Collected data
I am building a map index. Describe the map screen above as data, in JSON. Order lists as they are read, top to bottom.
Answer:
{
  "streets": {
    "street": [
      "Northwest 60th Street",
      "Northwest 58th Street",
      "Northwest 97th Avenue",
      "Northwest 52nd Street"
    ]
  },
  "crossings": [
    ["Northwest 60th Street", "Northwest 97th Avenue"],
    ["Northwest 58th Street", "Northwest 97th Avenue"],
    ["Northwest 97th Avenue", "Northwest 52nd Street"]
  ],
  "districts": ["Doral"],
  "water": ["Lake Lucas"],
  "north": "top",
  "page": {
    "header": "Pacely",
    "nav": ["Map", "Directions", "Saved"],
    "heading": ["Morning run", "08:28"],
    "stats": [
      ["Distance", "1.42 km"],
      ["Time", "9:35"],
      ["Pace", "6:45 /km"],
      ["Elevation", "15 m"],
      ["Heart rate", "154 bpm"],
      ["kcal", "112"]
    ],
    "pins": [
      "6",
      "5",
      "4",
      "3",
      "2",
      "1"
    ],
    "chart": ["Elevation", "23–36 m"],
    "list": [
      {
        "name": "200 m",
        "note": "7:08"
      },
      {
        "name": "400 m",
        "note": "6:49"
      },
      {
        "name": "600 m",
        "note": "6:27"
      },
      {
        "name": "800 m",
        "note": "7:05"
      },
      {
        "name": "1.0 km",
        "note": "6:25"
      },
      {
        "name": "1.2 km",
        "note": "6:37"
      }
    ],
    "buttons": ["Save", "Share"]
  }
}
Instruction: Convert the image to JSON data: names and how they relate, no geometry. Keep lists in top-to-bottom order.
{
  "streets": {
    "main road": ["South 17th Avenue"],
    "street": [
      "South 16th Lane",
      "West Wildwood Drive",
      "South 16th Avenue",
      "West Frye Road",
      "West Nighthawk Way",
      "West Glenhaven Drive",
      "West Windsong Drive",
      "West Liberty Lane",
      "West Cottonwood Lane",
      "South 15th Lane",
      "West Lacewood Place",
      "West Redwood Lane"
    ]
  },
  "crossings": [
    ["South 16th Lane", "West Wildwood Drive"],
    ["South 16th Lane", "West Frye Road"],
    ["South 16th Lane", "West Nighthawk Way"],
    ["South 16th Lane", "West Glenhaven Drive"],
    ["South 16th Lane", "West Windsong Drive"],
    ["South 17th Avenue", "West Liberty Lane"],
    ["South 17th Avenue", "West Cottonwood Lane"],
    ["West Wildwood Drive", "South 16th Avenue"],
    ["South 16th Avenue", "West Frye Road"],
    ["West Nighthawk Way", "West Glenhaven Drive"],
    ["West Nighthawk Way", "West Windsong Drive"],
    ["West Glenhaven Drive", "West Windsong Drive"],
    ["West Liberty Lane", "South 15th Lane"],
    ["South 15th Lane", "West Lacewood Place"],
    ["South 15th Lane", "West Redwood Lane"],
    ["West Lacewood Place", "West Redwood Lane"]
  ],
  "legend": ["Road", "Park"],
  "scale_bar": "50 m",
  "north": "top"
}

## Problem to work on
Print the entire set of records again, exactly.

## Answer to the problem
I am building a map index. Describe the map screen above as data, in JSON. Order lists as they are read, top to bottom.
Answer:
{
  "streets": {
    "street": [
      "Northwest 60th Street",
      "Northwest 58th Street",
      "Northwest 97th Avenue",
      "Northwest 52nd Street"
    ]
  },
  "crossings": [
    ["Northwest 60th Street", "Northwest 97th Avenue"],
    ["Northwest 58th Street", "Northwest 97th Avenue"],
    ["Northwest 97th Avenue", "Northwest 52nd Street"]
  ],
  "districts": ["Doral"],
  "water": ["Lake Lucas"],
  "north": "top",
  "page": {
    "header": "Pacely",
    "nav": ["Map", "Directions", "Saved"],
    "heading": ["Morning run", "08:28"],
    "stats": [
      ["Distance", "1.42 km"],
      ["Time", "9:35"],
      ["Pace", "6:45 /km"],
      ["Elevation", "15 m"],
      ["Heart rate", "154 bpm"],
      ["kcal", "112"]
    ],
    "pins": [
      "6",
      "5",
      "4",
      "3",
      "2",
      "1"
    ],
    "chart": ["Elevation", "23–36 m"],
    "list": [
      {
        "name": "200 m",
        "note": "7:08"
      },
      {
        "name": "400 m",
        "note": "6:49"
      },
      {
        "name": "600 m",
        "note": "6:27"
      },
      {
        "name": "800 m",
        "note": "7:05"
      },
      {
        "name": "1.0 km",
        "note": "6:25"
      },
      {
        "name": "1.2 km",
        "note": "6:37"
      }
    ],
    "buttons": ["Save", "Share"]
  }
}
Instruction: Convert the image to JSON data: names and how they relate, no geometry. Keep lists in top-to-bottom order.
{
  "streets": {
    "main road": ["South 17th Avenue"],
    "street": [
      "South 16th Lane",
      "West Wildwood Drive",
      "South 16th Avenue",
      "West Frye Road",
      "West Nighthawk Way",
      "West Glenhaven Drive",
      "West Windsong Drive",
      "West Liberty Lane",
      "West Cottonwood Lane",
      "South 15th Lane",
      "West Lacewood Place",
      "West Redwood Lane"
    ]
  },
  "crossings": [
    ["South 16th Lane", "West Wildwood Drive"],
    ["South 16th Lane", "West Frye Road"],
    ["South 16th Lane", "West Nighthawk Way"],
    ["South 16th Lane", "West Glenhaven Drive"],
    ["South 16th Lane", "West Windsong Drive"],
    ["South 17th Avenue", "West Liberty Lane"],
    ["South 17th Avenue", "West Cottonwood Lane"],
    ["West Wildwood Drive", "South 16th Avenue"],
    ["South 16th Avenue", "West Frye Road"],
    ["West Nighthawk Way", "West Glenhaven Drive"],
    ["West Nighthawk Way", "West Windsong Drive"],
    ["West Glenhaven Drive", "West Windsong Drive"],
    ["West Liberty Lane", "South 15th Lane"],
    ["South 15th Lane", "West Lacewood Place"],
    ["South 15th Lane", "West Redwood Lane"],
    ["West Lacewood Place", "West Redwood Lane"]
  ],
  "legend": ["Road", "Park"],
  "scale_bar": "50 m",
  "north": "top"
}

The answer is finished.